Historical consequences of different interpretations
Now, Melanie Phillips is like everyone else entitled to place a value judgement on Speaker Bercow’s decision, but it doesn’t stand scrutiny to imply that the Humpty Dumpty rule is unique in this instance. History is replete with instances whereby protagonists have sought to place different interpretations on words and phrases or indeed to insert words and phrases to alter the meanings, the consequences of which have resonated throughout the centuries. Two examples separated by over 200 years serve to illustrate the point.
In January 1689, when the Convention (temporary) Parliament met to consider the flight to France of James VII & II on the landing of William of Orange at the head of a 4000-strong force, the Whigs and the Tories struggled to agree on a description of the constitutional situation and the offer of the throne to William and his wife Mary in place of James.

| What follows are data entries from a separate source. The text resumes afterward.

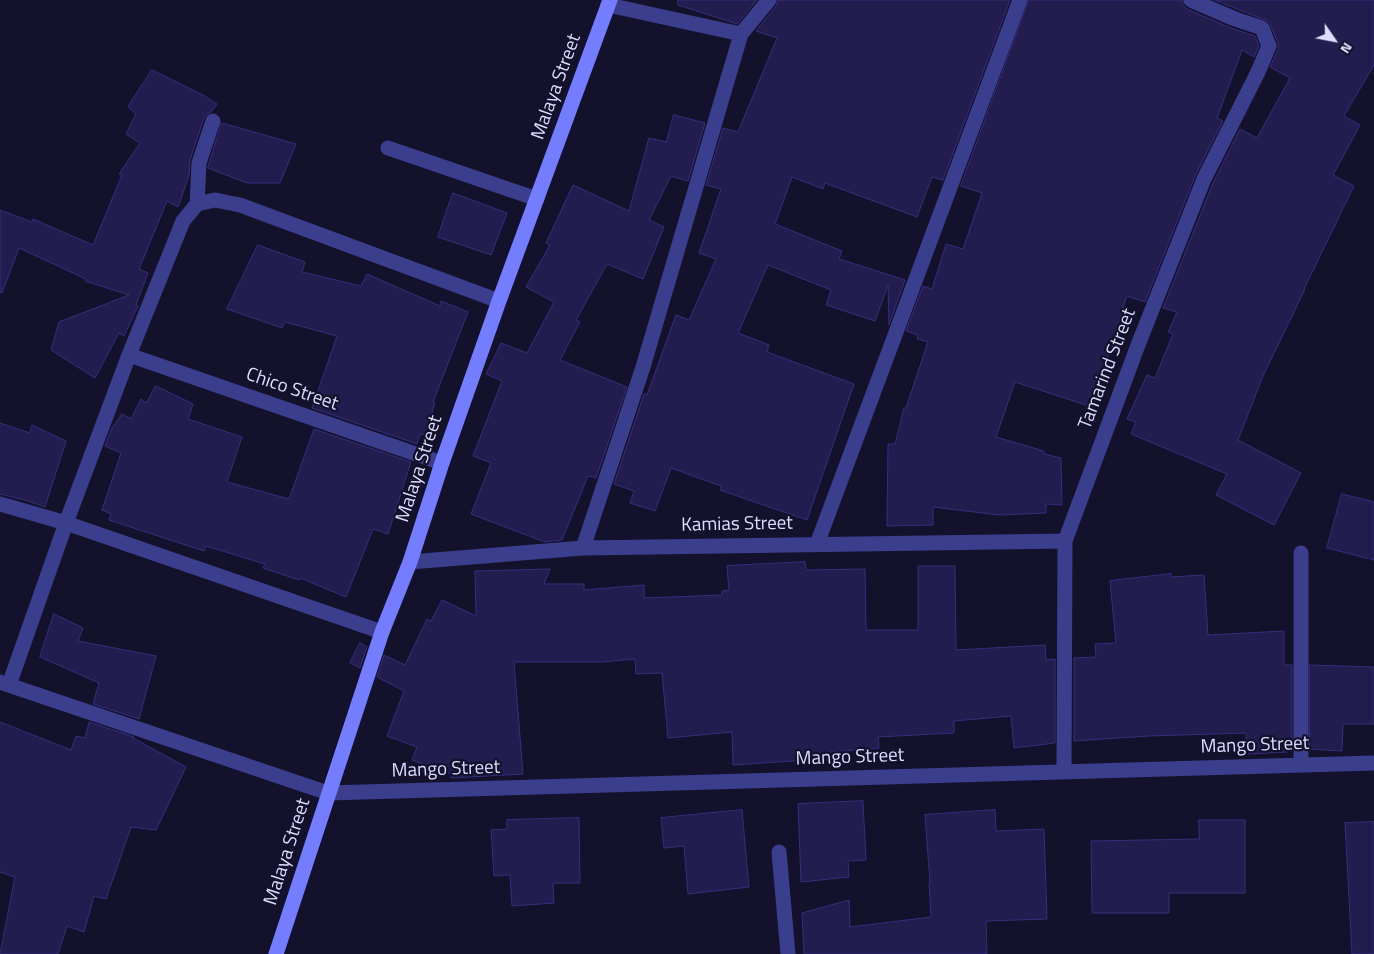 <!DOCTYPE html>
<html>
<head>
<meta charset="utf-8">
<style>
  body { margin:0 }
  #map { position:relative; width:1374px; height:954px; overflow:hidden; background:#14112d; font-family:"Titillium Web",sans-serif }
  canvas { display:block }
  .north { position:absolute; left:1309px; top:15px; width:50px; height:50px; -webkit-text-stroke:4px #14112d; paint-order:stroke; rotate:123deg; font-size:14px; font-weight:700; line-height:20px; text-align:center; color:#deddff }
  .north::after { content:''; display:block; margin:auto; width:18px; height:22px; background:#deddff; clip-path:polygon(50% 0,100% 100%,50% 72%,0 100%) }
</style>
</head>
<body>
<div id="map">
<canvas width="1374" height="954"></canvas>
<div class="north">N</div>
</div>
<script>
const ctx = document.querySelector('canvas').getContext('2d');
ctx.lineJoin = 'round';
function fill(path, color) { ctx.fillStyle = color; ctx.fill(path, 'evenodd'); }
function strokePath(path, color, width, dash) { ctx.strokeStyle = color; ctx.lineWidth = width; ctx.lineCap = dash ? 'butt' : 'round'; ctx.setLineDash(dash || []); ctx.stroke(path); }
function drawText(font, color, halo, rows, align = 'center') {
  ctx.font = font + ' "Titillium Web",sans-serif'; ctx.lineWidth = 4.5; ctx.setLineDash([]); ctx.textBaseline = 'middle'; ctx.strokeStyle = halo; ctx.fillStyle = color; for (const [text, x, y, turn = 0] of rows) {
    ctx.save(); ctx.translate(x, y); ctx.rotate((+turn || 0) * Math.PI / 180); ctx.textAlign = isNaN(turn) ? turn : align; if (halo) ctx.strokeText(text, 0, 0); ctx.fillText(text, 0, 0); ctx.restore();
  }
}
const building = new Path2D(`
  M678 0H757L737 24 678 5Z
  M778 0H1010L943 180 932 177 917 217 825 183 823 189 792 177 775 224 842 251 839 259 905 280 889 325 888 285 875 321 826 305 831 290 768 265 738 333 769 345 767 352 854 384 807 520 720 490 721 486 671 468 655 511 630 503 634 491 614 484 644 394 647 395 676 315 689 320 716 259 699 253 721 189 706 185 723 128 738 132 777 38 756 31 776 6Z
  M1029 0H1182L1183 5 1187 9 1231 28 1255 36 1259 46 1254 57 1242 50 1217 118 1223 121 1195 176 1145 302 1127 296 1092 407 1015 382 996 437 1044 451V454L1061 458 1062 505 1046 504V513L999 515 933 507V525L887 526 888 444H895L904 408H906L928 342 917 339 918 335 906 331 923 286 932 289 946 244 963 249 982 193 961 186Z
  M1215 0H1374V65L1344 116 1360 125 1333 175 1354 186 1304 289H1305L1263 376 1238 440 1301 473 1274 525 1216 495 1227 474 1131 434 1136 422 1127 419 1147 375 1155 378 1173 334 1168 332 1177 312 1163 308 1213 183 1240 129 1257 138 1290 78 1270 67 1278 50V43L1269 22Z
  M152 70 203 95 217 104 211 112 207 114 204 118 190 160 189 176 178 207 167 201 139 269 148 273 136 305 138 306 124 336 119 333 95 378 51 350 59 322 129 295 85 281 86 279 19 248 2 293 0 292V210L32 222 33 219 93 245 122 175 119 174 140 143 126 134 136 114 128 107Z
  M674 115 705 123 688 181 671 176 649 220 664 227 643 279 607 264 576 320 580 322 560 360 627 387 596 478 588 476 562 540 545 542 471 514 491 463 473 456 502 381 486 374 501 343 527 353 554 302 526 287 550 245 546 243 573 185 629 211 649 138 666 142Z
  M222 123 296 144 280 183H247L208 168Z
  M453 193 507 213 491 255 438 237Z
  M258 245 305 262 302 272 361 286 367 274 440 306 441 301 468 312 433 402H435L426 435 420 434 417 444 312 408 337 336 285 322 282 328 227 309Z
  M156 386 193 404 188 419 242 437 227 482 289 499 314 429 411 462 388 534 373 529 346 597 300 578 299 580 263 568 265 564 206 546 204 551 109 520 111 514 102 510 121 453 105 446 112 428 122 414 131 419 141 399 146 403Z
  M0 423 30 433 32 425 66 441 45 507 25 500 0 494Z
  M1342 494 1374 502V560L1327 548Z
  M805 562 806 570 865 569 866 630H918V566H955L956 650 1045 645 1046 660 1055 659V743L1014 748 1011 716 954 721V733L878 737 879 748 807 754V760L733 765 732 732 668 738 662 673 636 674 635 659 602 662H514L523 774 451 778V774L412 760 417 747 387 736 404 691 377 677 384 655 405 665 427 619 431 621 442 600 476 616 475 571 550 569 544 584H584V590L644 585V598L722 595V591L729 590 727 566Z
  M1171 574V577L1204 575 1208 635 1284 631V665H1292V748H1287V752L1247 754 1246 733 1148 736 1074 741V658L1096 657 1095 644 1116 643 1110 581Z
  M54 614 83 628 78 641 156 656 139 719 93 704 99 683 40 657Z
  M360 643 367 647 360 668 350 663Z
  M1310 665 1374 667V724H1343L1342 751 1310 749Z
  M0 722 71 750 76 736 85 738 89 722 134 737 133 738 186 767 156 830 131 827 106 899 94 896 84 932 67 926 58 954H0L15 877 0 872Z
  M863 801 866 860 848 861 849 877 801 882 798 804Z
  M742 810 749 887 688 894 684 846 664 848 661 818Z
  M995 810 996 831 1044 829 1047 919 986 921 987 954H804L802 913 849 900 850 927 931 917 929 883H930L925 815Z
  M579 818 580 883H553L554 903 512 906 510 875 494 876 491 830 507 829V820Z
  M1199 820H1245V893H1169V913H1092L1091 841 1199 839Z
  M1374 822V954H1352L1345 823Z`);
const lane = new Path2D(`
  M779 852 788 954`);
const street = new Path2D(`
  M608 5 741 34
  M388 148 537 199
  M197 204 199 163 213 121
  M129 355 442 463
  M0 504 66 523 382 632
  M817 544 1020 0
  M583 548 643 367 741 34 769 0
  M1301 553V765
  M410 562 583 548 1065 541
  M0 682 328 793 1374 763
  M9 685 66 523 129 355 183 221 197 204 215 200 240 205 499 301
  M1064 772 1065 541 1138 345 1204 179 1258 72 1269 46 1262 28 1235 19 1191 0`);
const secondary = new Path2D(`
  M276 954 382 632 410 562 442 463 499 301 610 0`);
const streetNames = [
  ["Malaya Street",557,87,-70],
  ["Tamarind Street",1108,369,-69],
  ["Chico Street",292,390,19],
  ["Malaya Street",420,469,-72],
  ["Kamias Street",737,525,-1],
  ["Mango Street",1255,746,-2],
  ["Mango Street",850,758,-2],
  ["Mango Street",446,770,-2],
  ["Malaya Street",288,852,-72]
];
fill(building, '#231c4f');
strokePath(building, '#372e7c', 1);
strokePath(lane, '#3b3e8d', 15);
strokePath(street, '#3b3e8d', 15);
strokePath(secondary, '#747cff', 15);
drawText('19px', '#deddff', '#14112d', streetNames);
</script>
</body>
</html>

The convention governing the succession between monarchs, ‘the King is dead, long live the King’, could not apply as James was in rude health, albeit ensconced at the palace of St Germain in Paris, at the pleasure of the French King Louis XIV.

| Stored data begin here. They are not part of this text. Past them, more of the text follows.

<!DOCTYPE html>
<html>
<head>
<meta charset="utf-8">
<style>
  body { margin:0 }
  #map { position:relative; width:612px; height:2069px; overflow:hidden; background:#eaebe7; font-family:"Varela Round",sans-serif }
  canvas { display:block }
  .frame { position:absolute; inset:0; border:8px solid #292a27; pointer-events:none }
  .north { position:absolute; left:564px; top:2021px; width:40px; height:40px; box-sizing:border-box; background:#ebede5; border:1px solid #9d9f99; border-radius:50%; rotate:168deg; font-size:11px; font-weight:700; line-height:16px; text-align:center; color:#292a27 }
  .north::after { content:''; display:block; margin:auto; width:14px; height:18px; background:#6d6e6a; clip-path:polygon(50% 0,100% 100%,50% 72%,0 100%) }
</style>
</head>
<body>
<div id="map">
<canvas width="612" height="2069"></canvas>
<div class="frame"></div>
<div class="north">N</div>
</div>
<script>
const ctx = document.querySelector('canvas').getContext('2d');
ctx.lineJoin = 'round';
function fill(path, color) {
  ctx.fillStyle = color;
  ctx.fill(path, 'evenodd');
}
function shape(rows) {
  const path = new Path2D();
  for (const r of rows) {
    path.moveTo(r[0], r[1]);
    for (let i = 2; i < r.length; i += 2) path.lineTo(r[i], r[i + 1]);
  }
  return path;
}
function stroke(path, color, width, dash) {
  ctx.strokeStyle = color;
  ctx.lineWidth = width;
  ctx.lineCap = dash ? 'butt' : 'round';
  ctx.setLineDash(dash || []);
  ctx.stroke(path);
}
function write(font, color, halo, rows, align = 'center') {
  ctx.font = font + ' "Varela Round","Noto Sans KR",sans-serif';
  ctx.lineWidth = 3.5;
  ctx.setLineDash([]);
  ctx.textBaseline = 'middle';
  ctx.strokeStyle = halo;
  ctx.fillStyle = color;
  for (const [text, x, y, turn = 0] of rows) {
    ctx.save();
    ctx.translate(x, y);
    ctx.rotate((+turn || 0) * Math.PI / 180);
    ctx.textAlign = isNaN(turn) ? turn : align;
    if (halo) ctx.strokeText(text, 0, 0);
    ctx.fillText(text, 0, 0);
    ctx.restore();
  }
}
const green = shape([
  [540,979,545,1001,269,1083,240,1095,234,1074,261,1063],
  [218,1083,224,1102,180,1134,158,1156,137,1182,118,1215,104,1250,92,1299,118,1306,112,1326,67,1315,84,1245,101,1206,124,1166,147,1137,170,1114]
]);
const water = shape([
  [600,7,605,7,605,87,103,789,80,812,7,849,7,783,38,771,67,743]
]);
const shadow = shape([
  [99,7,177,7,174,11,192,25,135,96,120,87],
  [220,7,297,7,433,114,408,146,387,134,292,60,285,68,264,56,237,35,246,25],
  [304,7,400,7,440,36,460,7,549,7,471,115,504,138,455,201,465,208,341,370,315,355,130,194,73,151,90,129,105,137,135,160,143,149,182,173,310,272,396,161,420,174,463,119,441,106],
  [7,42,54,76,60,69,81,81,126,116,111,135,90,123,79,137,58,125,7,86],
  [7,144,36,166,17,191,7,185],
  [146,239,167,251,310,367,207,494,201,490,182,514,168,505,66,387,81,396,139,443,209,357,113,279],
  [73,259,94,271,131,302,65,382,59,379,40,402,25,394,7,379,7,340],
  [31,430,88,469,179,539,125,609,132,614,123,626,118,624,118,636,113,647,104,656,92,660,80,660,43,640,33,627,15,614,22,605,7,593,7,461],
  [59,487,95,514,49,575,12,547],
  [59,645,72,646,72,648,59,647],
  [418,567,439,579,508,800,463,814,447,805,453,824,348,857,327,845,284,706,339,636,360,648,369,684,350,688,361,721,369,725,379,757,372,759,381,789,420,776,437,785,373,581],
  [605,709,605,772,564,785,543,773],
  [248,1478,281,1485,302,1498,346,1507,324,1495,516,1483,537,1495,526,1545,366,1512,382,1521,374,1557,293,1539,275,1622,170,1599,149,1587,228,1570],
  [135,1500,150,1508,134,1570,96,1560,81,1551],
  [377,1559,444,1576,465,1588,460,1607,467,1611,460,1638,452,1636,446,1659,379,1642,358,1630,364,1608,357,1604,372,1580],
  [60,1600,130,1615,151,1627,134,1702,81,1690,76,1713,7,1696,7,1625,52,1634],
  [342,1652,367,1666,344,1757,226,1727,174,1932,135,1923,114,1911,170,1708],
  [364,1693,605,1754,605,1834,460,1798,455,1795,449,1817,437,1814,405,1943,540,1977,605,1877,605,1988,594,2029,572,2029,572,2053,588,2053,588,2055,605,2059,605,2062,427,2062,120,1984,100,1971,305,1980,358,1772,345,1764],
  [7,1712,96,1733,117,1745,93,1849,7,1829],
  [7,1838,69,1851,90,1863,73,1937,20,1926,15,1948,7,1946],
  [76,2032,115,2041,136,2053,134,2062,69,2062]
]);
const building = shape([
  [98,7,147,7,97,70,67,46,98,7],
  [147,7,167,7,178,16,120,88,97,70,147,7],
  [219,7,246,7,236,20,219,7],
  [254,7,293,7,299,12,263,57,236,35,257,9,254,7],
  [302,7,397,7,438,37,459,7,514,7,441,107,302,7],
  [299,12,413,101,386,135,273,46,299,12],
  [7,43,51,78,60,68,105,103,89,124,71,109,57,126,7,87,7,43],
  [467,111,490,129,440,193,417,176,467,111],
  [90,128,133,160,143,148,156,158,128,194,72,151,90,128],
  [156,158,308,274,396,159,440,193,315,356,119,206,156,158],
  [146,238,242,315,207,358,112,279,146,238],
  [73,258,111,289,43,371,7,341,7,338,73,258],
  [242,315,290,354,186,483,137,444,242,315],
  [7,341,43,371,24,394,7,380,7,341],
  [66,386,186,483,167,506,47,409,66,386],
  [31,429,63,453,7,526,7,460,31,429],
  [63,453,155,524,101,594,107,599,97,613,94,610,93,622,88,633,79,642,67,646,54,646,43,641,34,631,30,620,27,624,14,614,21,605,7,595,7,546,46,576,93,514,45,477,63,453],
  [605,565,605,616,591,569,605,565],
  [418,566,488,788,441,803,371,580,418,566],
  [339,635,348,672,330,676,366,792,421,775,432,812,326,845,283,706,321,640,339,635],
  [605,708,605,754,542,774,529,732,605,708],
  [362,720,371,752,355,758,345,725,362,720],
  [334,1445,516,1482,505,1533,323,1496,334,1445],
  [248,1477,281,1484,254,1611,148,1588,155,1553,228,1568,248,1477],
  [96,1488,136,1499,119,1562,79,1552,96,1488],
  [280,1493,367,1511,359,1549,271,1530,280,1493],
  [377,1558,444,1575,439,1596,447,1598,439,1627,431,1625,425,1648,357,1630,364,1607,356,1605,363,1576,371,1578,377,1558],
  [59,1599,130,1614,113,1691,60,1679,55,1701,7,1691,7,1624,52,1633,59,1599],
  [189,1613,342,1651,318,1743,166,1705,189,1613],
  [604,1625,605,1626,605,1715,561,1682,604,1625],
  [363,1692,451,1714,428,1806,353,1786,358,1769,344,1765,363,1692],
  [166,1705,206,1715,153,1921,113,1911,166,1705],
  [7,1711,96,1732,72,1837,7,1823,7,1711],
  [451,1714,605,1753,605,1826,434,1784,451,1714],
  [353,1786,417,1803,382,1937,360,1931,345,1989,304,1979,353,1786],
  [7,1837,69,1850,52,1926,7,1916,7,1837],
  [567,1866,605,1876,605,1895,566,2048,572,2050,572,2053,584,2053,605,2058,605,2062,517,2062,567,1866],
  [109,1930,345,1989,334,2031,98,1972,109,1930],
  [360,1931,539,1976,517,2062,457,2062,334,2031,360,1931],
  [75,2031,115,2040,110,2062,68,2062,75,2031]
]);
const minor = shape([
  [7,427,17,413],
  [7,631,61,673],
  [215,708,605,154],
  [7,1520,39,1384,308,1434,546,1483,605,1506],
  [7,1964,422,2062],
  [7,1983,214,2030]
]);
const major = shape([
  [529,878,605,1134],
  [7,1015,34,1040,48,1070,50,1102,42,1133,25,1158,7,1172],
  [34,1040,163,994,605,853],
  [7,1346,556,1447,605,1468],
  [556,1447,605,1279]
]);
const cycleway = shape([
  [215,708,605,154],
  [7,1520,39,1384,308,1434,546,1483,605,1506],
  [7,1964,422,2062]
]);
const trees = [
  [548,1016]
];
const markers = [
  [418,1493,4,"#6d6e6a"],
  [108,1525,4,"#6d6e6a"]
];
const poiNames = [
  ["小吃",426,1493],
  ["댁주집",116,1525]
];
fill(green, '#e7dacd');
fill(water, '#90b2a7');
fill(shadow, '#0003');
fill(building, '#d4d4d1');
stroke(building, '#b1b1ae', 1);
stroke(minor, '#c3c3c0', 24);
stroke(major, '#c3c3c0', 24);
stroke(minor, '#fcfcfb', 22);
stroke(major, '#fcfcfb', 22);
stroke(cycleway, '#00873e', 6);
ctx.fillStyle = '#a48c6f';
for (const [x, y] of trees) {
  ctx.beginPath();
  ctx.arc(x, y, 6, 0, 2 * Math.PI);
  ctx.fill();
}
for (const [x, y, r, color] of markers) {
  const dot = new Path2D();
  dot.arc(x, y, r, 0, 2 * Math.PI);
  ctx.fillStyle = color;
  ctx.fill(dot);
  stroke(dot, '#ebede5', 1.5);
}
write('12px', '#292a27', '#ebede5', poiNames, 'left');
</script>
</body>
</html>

The eventual resolution put to the Parliament that King James, ‘having withdrawn himself out of this kingdom, has abdicated the government; and the throne is thereby vacant’ was only acceptable because of two very different interpretations of the word ‘abdicate’.
For the Tories, abdication was found in James’ physical flight from the country thereby leaving the throne vacant, while for the Whigs, James’ abdication was manifest in his violation of the law which left the throne vacant due to his failure to fulfil his contract with his subjects. In January 1689, the word ‘abdication’, as with ‘forthwith’ for Speaker Bercow, was fecund with many interpretations.
The second example, drawn from the mid-20th century, was personally as well as (with the passage of more than 30 years) constitutionally significant. Between October 1963 and June 1964, at the Rivonia Trial, Nelson Mandela and many other members of the African National Congress were in the dock on various sabotage and terrorism charges.
Rather than each accused take the stand, they agreed amongst themselves that Mandela would deliver a speech at the trial’s opening to put the case positively for the defence and the defendants’ actions, and to press their belief in a free and democratic society.
On this principle, Mandela intended his peroration to be ‘it is an ideal for which I am prepared to die’. At the urging of lawyer George Bizos, Mandela agreed to insert the four words ‘but if needs be’ at the start of the sentence. Insertion of ‘needs be’ made the peroration simultaneously less and more provocative; less because it qualified the statement and made explicit that Mandela was not seeking martyrdom, and more because it made clear that the responsibility for his death would lie with the judge.
It was, and is, widely accepted that this revision to the peroration weighed heavily with the presiding judge, Dr Quartus de Wet, when deciding not to pass down the death sentence upon conviction.
So, one might agree or disagree with Speaker Bercow’s decision, but his sense of history must surely be applauded. It is a truism that the course of history has often turned on the Humpty Dumpty rule and the insertion of qualifying words; always has, always will.